▶ THE PROBLEM
You are asked to filter the data below and copy every line holding "position".

Records drawn from a dataset:
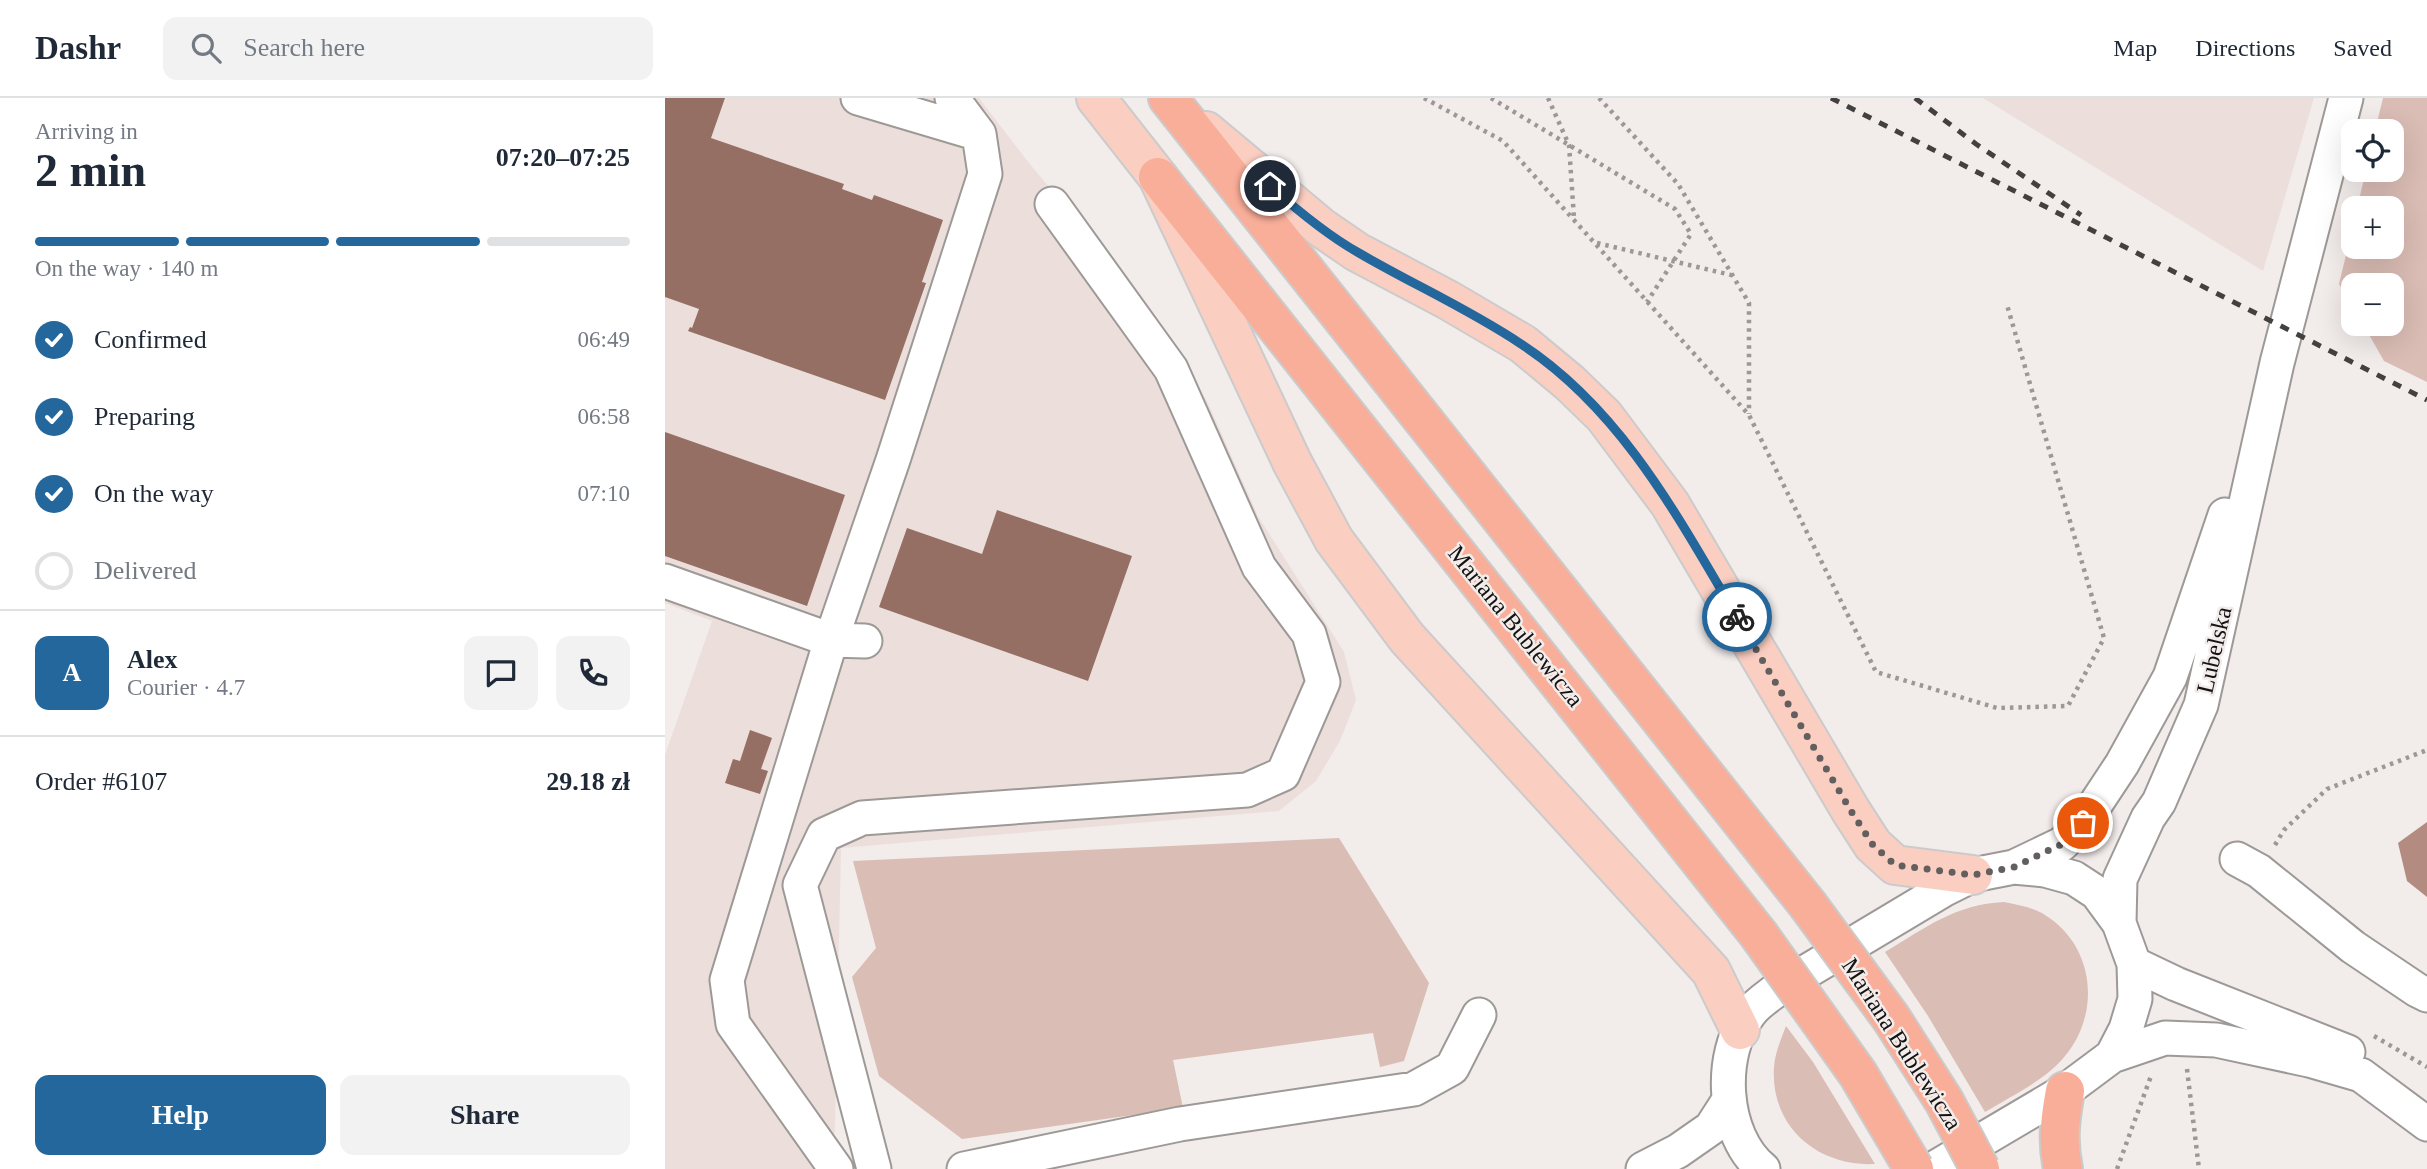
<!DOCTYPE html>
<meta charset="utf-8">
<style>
:root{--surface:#fff;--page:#f2f2f3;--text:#1f2937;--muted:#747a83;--line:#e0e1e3;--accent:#23679c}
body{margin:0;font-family:Georgia,serif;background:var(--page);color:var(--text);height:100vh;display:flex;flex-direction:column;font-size:26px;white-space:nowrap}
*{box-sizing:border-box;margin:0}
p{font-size:23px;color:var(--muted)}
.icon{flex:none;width:38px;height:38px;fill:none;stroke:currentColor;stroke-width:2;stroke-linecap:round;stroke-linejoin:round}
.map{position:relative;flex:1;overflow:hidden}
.sheet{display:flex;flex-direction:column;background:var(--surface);width:665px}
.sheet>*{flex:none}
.tools{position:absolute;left:1676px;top:21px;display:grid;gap:14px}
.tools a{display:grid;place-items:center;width:63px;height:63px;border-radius:14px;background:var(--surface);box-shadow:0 7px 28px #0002;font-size:35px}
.pin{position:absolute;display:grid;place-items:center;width:60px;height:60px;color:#fff;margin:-30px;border:4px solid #fff;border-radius:50%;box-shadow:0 2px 7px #0007}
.courier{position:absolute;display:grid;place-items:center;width:70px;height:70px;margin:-35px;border:5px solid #23679c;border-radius:50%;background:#fff;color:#222;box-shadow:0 2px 9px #0007}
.overview em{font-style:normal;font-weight:600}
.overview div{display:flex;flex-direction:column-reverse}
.overview{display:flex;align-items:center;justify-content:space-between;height:119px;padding:0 35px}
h1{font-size:46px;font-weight:600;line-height:52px}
.bar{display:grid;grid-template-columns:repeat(4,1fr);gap:10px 7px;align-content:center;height:84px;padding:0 35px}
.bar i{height:9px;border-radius:5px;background:var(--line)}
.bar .on{background:var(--accent)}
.bar p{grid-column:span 4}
.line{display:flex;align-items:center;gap:18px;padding:0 35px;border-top:2px solid var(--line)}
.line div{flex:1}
.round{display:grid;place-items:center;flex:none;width:74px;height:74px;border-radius:14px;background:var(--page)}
ol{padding:0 35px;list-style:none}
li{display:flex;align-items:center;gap:21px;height:77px}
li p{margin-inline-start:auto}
li .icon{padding:7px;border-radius:50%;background:var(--accent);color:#fff;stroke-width:4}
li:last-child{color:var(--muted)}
li i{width:38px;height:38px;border:4px solid var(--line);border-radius:50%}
.primary-button{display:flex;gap:14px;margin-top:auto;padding:14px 35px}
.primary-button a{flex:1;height:80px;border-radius:14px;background:var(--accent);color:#fff;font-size:28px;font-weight:600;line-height:80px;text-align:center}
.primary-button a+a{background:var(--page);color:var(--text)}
header{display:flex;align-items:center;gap:42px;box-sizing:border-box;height:98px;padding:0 35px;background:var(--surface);border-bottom:2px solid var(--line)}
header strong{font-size:33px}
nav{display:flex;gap:38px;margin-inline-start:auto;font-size:24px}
.search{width:490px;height:63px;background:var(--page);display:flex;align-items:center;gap:18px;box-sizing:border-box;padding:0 24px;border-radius:14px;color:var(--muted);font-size:26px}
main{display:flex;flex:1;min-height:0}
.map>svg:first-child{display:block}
</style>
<header>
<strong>Dashr</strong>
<div class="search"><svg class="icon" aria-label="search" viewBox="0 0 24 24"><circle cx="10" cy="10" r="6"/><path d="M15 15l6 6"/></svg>Search here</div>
<nav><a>Map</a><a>Directions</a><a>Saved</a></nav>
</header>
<main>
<section class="sheet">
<div class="overview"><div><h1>2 min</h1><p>Arriving in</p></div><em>07:20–07:25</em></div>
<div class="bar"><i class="on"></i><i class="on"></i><i class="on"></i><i></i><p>On the way · 140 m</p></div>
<ol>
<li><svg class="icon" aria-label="check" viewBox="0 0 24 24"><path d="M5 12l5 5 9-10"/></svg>Confirmed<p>06:49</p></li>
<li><svg class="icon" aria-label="check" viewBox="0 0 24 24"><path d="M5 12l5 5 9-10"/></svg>Preparing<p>06:58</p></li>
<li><svg class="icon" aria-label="check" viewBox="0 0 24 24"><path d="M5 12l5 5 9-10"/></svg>On the way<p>07:10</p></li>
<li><i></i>Delivered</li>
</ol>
<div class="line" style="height:126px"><b class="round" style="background:var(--accent);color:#fff">A</b><div><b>Alex</b><p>Courier · 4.7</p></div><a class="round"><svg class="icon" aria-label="chat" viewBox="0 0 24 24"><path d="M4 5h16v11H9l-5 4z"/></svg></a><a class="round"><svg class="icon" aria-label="phone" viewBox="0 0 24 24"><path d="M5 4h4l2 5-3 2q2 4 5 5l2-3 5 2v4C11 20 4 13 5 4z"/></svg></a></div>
<div class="line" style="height:91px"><div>Order #6107</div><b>29.18 zł</b></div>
<div class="primary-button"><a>Help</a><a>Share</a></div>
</section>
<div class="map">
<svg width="1762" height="1071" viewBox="0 0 1762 1071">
<rect width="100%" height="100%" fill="#f2eceb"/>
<path fill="#ecdfdb" d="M0 0H314L364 65 469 191 542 303 593 418 679 554 691 602 675 643 651 683 614 713 176 750 169 1071H0V657L47 523 0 505Z
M1318 0H1649L1598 173Z"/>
<path fill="#dabdb5" d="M1718 0H1762V284L1719 263 1698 226H1727V187H1689V210L1674 186 1689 124V149H1727V110H1692L1701 72H1727V33H1710Z
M674 740 764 885 739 963 715 969 708 935 508 962 518 1010 297 1041 214 978 187 879 211 850 188 763Z
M1339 804C1353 807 1367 809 1380 817 1430 848 1436 915 1400 958 1381 982 1346 998 1320 1014L1263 918 1220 854C1260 830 1291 806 1339 804Z
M1121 928 1148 964 1210 1066C1153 1069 1105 1029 1109 969 1110 955 1116 941 1121 928Z"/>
<path fill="#b38b80" d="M1762 724V799L1742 783 1733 745Z"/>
<path fill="#956f64" d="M0 0H60L46 40 179 86 177 91 207 102 209 97 278 122 257 184 261 185 220 302 23 233 25 229 27 230 34 211 0 199Z
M0 334 180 397 142 508 0 458Z
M332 412 467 458 423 583 214 509 242 430 317 456Z
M85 632 107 640 96 671 103 673 95 696 60 685 68 661 75 663Z"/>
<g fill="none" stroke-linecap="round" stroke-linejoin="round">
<g stroke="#9d9997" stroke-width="37">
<path id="minor" d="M287 0 314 36
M0 483 166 542 200 543
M1572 761 1594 773 1688 849 1752 892 1762 897
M1349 769 1397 746 1418 725 1457 666 1505 579 1560 417
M1454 825 1455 781 1483 720 1494 704 1536 607 1612 265 1681 0
M1469 866 1511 886 1683 954
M1447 958 1500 940 1551 942 1644 962 1696 977 1762 1026
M171 1071 68 926 62 882 166 542 228 362 320 76 314 36 193 0
M209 1071 135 787 159 737 197 720 582 692 618 676 658 584 644 536 594 469 506 271 387 106
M299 1071 515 1026 749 991 787 970 814 917
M978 1071 1013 1053 1046 1030 1064 1002
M1098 1071C1057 1038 1052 956 1085 915 1092 905 1104 898 1114 890L1278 792 1308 777 1349 769 1380 772 1409 780 1432 795 1454 825 1469 866 1470 901 1461 931 1447 958 1400 993 1268 1071"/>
</g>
<g stroke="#cbcbcb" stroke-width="42">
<path id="major" d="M431 0 493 79 627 364 669 442 742 540 1046 873 1075 932
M541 33 657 130 692 154 783 202 858 246 905 285 939 318 1005 406 1186 713 1208 747 1230 767 1308 777"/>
</g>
<g stroke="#cbcbcb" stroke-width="42">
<path id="highway" d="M503 0 1143 807
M493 79 1094 837
M1398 1071C1392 1043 1395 1020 1400 993"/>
</g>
<path stroke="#9c9897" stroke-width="4.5" stroke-dasharray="3.5 5" stroke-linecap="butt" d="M759 0 838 43 1084 317 1211 574 1332 610 1403 608 1439 540 1342 207
M826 0 1010 111 1026 136 982 204
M883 0 904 47 909 120
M934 0 1013 86 1084 205V316
M932 145 1066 177
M1610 747 1619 732 1662 691 1762 652
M1709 938 1762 969
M1522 971 1534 1071
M1452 1071 1486 978"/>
<use href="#minor" stroke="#fff" stroke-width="33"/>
<use href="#major" stroke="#fbcec2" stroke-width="38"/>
<use href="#highway" stroke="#f9ae99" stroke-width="38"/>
<path stroke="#434140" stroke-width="5" stroke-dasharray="9 9" stroke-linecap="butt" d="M1166 0 1762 302
M1250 0 1311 46 1416 117"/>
<g stroke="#cbcbcb" stroke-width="42" stroke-linecap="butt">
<path id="highway-bridge" d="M1143 807 1226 920 1279 1003 1315 1071
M1094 837 1193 976 1249 1071"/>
</g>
<use href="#highway-bridge" stroke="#f9ae99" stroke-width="38"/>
</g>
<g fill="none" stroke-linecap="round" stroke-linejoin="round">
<path stroke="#625f5e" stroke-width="7" stroke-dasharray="0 12.6" d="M1072 519 1186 713 1208 747 1230 767 1308 777 1349 769 1397 746 1418 725"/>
<path stroke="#23679c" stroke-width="9" d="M605 88C632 112 662 137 694 155 747 186 804 211 856 246 956 311 1013 419 1072 519"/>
</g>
<g text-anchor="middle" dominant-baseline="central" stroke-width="5" stroke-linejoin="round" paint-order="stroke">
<g font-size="24" fill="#141312" stroke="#f2eceb">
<text transform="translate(851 528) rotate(51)">Mariana Bublewicza</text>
<text transform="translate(1549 552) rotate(-77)">Lubelska</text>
<text transform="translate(1237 946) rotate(57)">Mariana Bublewicza</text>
</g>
</g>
</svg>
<div class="tools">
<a><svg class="icon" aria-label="locate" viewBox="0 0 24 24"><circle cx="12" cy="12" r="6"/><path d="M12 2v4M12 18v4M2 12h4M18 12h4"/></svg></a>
<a>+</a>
<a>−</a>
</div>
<div class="pin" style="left:1418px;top:725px;background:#ea580c"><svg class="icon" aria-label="bag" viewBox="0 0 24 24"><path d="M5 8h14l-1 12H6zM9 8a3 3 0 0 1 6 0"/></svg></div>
<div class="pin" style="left:605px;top:88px;background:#1f2937"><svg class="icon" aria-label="home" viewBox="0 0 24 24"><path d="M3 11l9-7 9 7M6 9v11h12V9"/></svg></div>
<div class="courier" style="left:1072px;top:519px"><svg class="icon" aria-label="bike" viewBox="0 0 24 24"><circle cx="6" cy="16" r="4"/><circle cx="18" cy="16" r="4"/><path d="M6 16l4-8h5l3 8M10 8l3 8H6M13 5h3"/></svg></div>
</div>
</main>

▶ YOUR RESPONSE
.map{position:relative;flex:1;overflow:hidden}
.tools{position:absolute;left:1676px;top:21px;display:grid;gap:14px}
.pin{position:absolute;display:grid;place-items:center;width:60px;height:60px;color:#fff;margin:-30px;border:4px solid #fff;border-radius:50%;box-shadow:0 2px 7px #0007}
.courier{position:absolute;display:grid;place-items:center;width:70px;height:70px;margin:-35px;border:5px solid #23679c;border-radius:50%;background:#fff;color:#222;box-shadow:0 2px 9px #0007}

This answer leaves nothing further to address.